Inventor Buckminster Fuller began pondering the concept of mass produced housing in 1927, and by the close of World War II, he’d arrived at his Dymaxion House, a futuristic circular structure slung from a central pylon. The house used aircraft-style aluminum skin construction, allowing it to be mass-produced in aircraft plants left idle by the war’s end. It also incorporated a slew of visionary conservation features we’ve yet to see in today’s homes. Yet only two Dymaxion houses were actually built in prototype form before the venture’s commercial failure. 

By far the most ambitious attempt to mass produce complete houses was the Lustron House, developed by inventor Carl Strandlund and introduced in 1947. Although the house featured a sleek porcelain enamel exterior, its design cleverly evoked a traditional cottage, and the company quickly piled up more than 20,000 orders. Strandlund’s one million square foot factory, built with 32.5 million dollars in Federal loans, was laid out like an automotive assembly plant and was widely presumed to augur the future of the housing industry. Yet Lustron was ultimately able to produce only 2,498 units before declaring bankruptcy in 1950.

Since that time, other attempts at mass producing houses--or at least sections of them--have come and gone. A number of companies continue to furnish kit houses of various kinds, from log cabins to domes, but true mass production remains elusive.
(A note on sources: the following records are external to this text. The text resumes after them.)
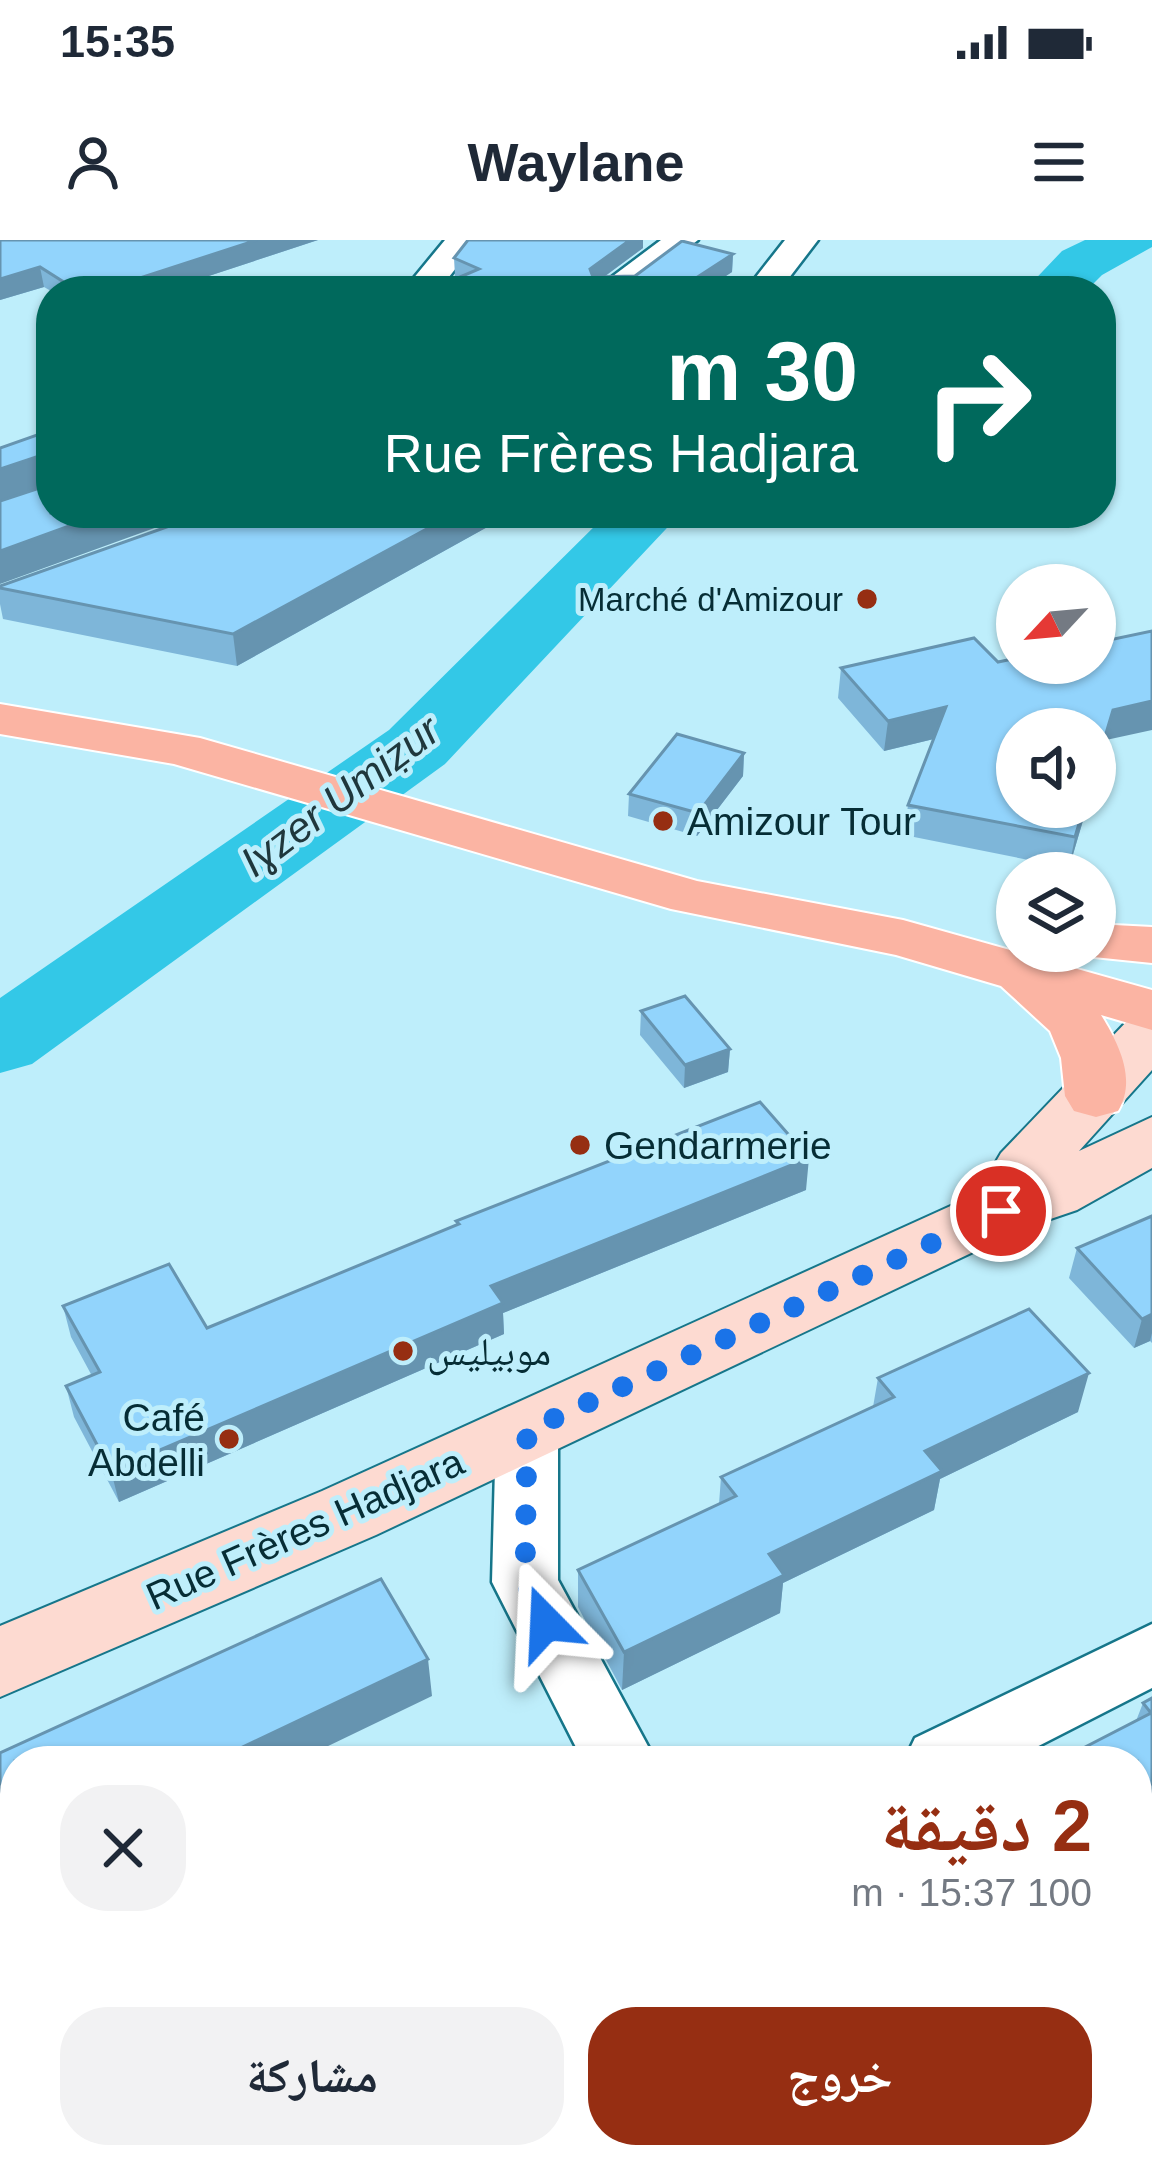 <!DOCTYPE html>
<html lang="ar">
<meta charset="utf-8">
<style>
body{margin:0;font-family:Helvetica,"Noto Naskh Arabic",sans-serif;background:#f2f2f3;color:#1f2937;direction:rtl;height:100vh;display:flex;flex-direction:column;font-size:45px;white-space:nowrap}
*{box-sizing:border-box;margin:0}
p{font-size:39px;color:#747a83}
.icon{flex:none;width:66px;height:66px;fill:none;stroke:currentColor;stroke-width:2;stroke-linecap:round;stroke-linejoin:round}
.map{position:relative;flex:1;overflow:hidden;direction:ltr}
.drawer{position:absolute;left:0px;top:1506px;width:1152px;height:423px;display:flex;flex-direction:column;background:#fff;border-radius:48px 48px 0 0;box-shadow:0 3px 9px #0004;direction:rtl}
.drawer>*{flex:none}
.banner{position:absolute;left:36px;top:36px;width:1080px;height:252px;border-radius:48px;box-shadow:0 3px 9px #0004;direction:rtl;background:#00695c;color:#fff;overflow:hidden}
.needle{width:78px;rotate:244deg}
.fabs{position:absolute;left:996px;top:324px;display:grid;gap:24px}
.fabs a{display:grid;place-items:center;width:120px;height:120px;border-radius:50%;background:#fff;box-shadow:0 3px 9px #0004;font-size:60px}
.pin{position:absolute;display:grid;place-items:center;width:102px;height:102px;color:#fff;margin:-51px;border:6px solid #fff;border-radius:50%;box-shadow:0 3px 12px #0007}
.me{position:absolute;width:132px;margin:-66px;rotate:339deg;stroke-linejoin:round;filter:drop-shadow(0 0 9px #0008)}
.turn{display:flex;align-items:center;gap:42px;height:252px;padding:0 60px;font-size:54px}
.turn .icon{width:156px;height:156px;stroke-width:2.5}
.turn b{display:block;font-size:84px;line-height:102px}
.round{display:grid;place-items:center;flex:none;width:126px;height:126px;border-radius:48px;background:#f2f2f3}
.overview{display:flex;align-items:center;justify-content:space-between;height:204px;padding:0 60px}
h1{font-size:72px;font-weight:800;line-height:90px;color:#962e12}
.button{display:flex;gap:24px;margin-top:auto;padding:24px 60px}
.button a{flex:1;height:138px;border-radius:48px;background:#962e12;color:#fff;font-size:48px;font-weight:800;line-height:138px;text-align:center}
.button a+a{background:#f2f2f3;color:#1f2937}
.status{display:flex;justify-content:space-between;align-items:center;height:84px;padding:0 60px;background:#fff;direction:ltr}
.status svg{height:33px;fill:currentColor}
header{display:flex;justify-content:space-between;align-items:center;height:156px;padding:0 60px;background:#fff;font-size:54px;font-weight:800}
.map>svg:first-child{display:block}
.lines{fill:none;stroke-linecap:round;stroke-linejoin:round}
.river{fill:#33c8e7;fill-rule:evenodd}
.street-casing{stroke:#16768a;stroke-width:5}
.secondary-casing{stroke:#16768a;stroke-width:4}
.primary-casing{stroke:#fff;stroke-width:4}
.street{fill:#fff;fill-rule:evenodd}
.secondary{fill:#fddad1;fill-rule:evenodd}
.primary{fill:#fbb4a3;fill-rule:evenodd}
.wall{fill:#7eb6d9}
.shaded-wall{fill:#6694b0}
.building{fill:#92d4fc;stroke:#6694b0;stroke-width:3}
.route{stroke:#1a73e8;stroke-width:21;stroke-dasharray:0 37.8}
.poi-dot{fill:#962e12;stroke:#beeefb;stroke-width:4.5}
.labels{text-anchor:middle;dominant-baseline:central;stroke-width:10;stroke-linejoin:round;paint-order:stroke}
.far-poi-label{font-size:33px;fill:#062d35;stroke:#beeefb;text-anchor:end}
.poi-label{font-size:39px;fill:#062d35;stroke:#beeefb;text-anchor:start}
.street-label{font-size:39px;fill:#062d35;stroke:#beeefb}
.water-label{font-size:42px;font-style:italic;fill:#1f373c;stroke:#beeefb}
</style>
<div class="status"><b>15:35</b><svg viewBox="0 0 49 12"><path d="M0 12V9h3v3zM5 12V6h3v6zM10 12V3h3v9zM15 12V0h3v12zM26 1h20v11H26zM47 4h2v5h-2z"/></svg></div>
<header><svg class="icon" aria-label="menu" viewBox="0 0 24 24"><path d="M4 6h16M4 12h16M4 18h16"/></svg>Waylane<svg class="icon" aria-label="person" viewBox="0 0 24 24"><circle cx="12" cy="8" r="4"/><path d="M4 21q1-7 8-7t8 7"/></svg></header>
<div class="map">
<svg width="1152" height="1927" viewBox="0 0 1152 1927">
<rect width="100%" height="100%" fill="#beeefb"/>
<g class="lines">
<path class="river" d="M1085 0H1152V7L1102 35 1086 51H1024L1062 11Z
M608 273H681L445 524 32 824 0 833V758L389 490Z"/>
<defs>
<path id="street" d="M445 0H478L438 51H403Z
M661 0H698L632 51H593Z
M785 0H818L779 51H745Z
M527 1166 549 1173 558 1191V1340L656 1521H583L492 1342 496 1191 505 1173Z
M1152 1384V1448L1009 1521H904L915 1498Z
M101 1914H204L198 1927H96Z
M992 1914H1080L1085 1927H998Z"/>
<path id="secondary" d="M1152 772V830L1079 911 1152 877V928L1077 970 1024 988 376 1295 0 1457V1386L322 1251 977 954 1001 913 1130 778Z"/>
<path id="primary" d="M0 464 200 498 697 641 903 680 1152 750V790L1101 775C1119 804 1137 840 1118 871L1096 877 1074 871 1065 856 1061 818 1050 791 1001 746 896 715 671 669 174 524 0 494Z
M1095 684 1152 687V723L1074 715 1072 711H1095Z"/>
</defs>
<use href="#street" class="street-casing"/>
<use href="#secondary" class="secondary-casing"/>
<use href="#primary" class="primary-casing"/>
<use href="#street" class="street"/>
<use href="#secondary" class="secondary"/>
<use href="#primary" class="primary"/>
</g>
<path class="wall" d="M0 0H318L163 51H51L44 47 0 60Z
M468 0H643V8L604 37 635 36 733 14 732 32 703 51 458 38 455 36 454 18Z
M509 275 237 426 3 379 0 364V346Z
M998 422 1106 500 1017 567H1087L1069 628 904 595 908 565 934 499 884 511 838 458 841 428Z
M744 513 743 536 697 596 628 576 629 554Z
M641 771 730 809 728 832 684 848 640 795Z
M806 950 503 1073 504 1094 119 1262 74 1177 66 1146 92 1136 71 1097 63 1066 207 1088 457 985 456 981Z
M1152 976V1103L1150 1101 1134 1108 1069 1038 1077 1008Z
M878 1138 1078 1172 940 1239 934 1270 783 1343 780 1373 622 1450 578 1367V1330L719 1264 721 1237 873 1167Z
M1152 1458V1663L1137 1671 1136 1481 1143 1463Z
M1152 1870V1915L1137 1900V1895L1147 1875Z"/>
<path class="shaded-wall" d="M257 0H318L163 51H100Z
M630 0H643V8L590 47V29Z
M733 14 732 32 703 51H676Z
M40 27 44 47 0 60V39Z
M48 213 51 244 0 261V229Z
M105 273H196L0 344V311Z
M456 273H509V275L237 426 233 394Z
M1152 461V490L1106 500 1095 539V530L1113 470Z
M946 467 942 497 884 511 888 481Z
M744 513 743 536 697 596 698 573Z
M1084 567H1087L1069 628 1075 597Z
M730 809 728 832 684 848 685 825Z
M809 918 806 950 503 1073 504 1094 119 1262 111 1231 491 1046Z
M1152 1074V1093L1150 1101 1134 1108 1142 1079Z
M1089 1133 1078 1172 940 1239 934 1270 783 1343 780 1373 622 1450 624 1412 769 1314 925 1211Z
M428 1419 432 1456 297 1521H213Z
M1152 1644V1663L1137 1671V1652Z"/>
<path class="building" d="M0 0H257L100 51H78L40 27 0 39Z
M468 0H630L590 29 593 37 635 36 682 1 733 14 676 51H427L479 29 454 18Z
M51 190V273H105L0 311V261L49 245 48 213 0 229V208Z
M206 273H456L233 394 0 348V346Z
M1152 391V461L1113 470 1095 530V489H1017V567H1084L1075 597 908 565 946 467 888 481 841 428 974 398 998 422 1017 418V423H1095V403Z
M677 494 744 513 698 573 629 554Z
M685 756 730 809 685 825 641 771Z
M760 862 809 918 491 1046 503 1063 111 1231 66 1146 100 1132 63 1066 169 1024 207 1088 459 984 456 981Z
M1152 976V1074L1142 1079 1077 1008Z
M1029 1069 1089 1133 925 1211 942 1231 769 1314 784 1335 624 1412 578 1330 736 1256 721 1237 894 1157 878 1138Z
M381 1339 428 1419 213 1521H15V1599L0 1562V1513Z
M1152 1458V1644L1137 1652V1521H1058L1151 1473 1143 1463Z"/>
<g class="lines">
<path class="route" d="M546 1383 525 1342 527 1191 1001 971"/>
</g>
<g class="poi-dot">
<circle cx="867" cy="359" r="12"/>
<circle cx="663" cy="581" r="12"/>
<circle cx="580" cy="905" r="12"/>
<circle cx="403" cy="1111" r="12"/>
<circle cx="229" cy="1199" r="12"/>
</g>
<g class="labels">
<g class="far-poi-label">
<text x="843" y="359">Marché d'Amizour</text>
</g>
<g class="poi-label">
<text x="687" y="581">Amizour Tour</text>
<text x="604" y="905">Gendarmerie</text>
<text x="427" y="1111">موبيليس</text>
<text x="205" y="1177" text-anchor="end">Café<tspan x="205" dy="45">Abdelli</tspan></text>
</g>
<g class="street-label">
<text transform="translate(305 1289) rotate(-24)">Rue Frères Hadjara</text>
</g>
<g class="water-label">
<text transform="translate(340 556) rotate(-37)">Iɣzer Umiẓur</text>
</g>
</g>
</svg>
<div class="fabs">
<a><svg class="needle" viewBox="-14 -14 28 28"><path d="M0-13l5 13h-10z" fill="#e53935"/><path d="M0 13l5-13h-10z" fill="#747a83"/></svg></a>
<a><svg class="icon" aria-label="sound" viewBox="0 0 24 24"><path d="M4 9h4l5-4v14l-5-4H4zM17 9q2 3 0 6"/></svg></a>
<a><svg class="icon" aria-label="layers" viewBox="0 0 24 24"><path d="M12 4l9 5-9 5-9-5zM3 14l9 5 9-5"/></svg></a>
</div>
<div class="pin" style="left:1001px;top:971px;background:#d93025"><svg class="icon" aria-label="arrive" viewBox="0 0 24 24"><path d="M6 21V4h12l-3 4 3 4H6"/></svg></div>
<svg class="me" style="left:546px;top:1383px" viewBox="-20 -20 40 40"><path d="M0-17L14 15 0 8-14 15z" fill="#1a73e8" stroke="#fff" stroke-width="4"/></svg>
<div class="banner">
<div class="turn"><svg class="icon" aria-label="right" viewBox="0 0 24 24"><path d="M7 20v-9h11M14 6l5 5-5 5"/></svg><div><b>30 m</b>Rue Frères Hadjara</div></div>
</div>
<section class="drawer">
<div class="overview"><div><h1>2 دقيقة</h1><p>100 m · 15:37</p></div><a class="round"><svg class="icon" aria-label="close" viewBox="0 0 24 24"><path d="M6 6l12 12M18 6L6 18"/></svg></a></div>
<div class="button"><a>خروج</a><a>مشاركة</a></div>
</section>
</div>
Ironically, the much-maligned “mobile home” industry--whose products were once known as house trailers but are now more politely dubbed manufactured housing--probably comes closest to offering a truly mass-produced house. Alas, the industry hasn’t yet managed to shake the public image of its products as flimsy, lookalike boxes. 

Time after time, it seems, ambitious and sophisticated housing ventures have been torpedoed by the vast startup costs inherent in any mass-production enterprise, as well as by the equally vast resistance of both the public and the building industry to radical new ideas.  Yet as the need for broadly affordable housing increases, the disconnect between how we build houses and how we build everything else will only become more glaring. If the previous century couldn’t offer a viable solution, we’d better hope that this one can.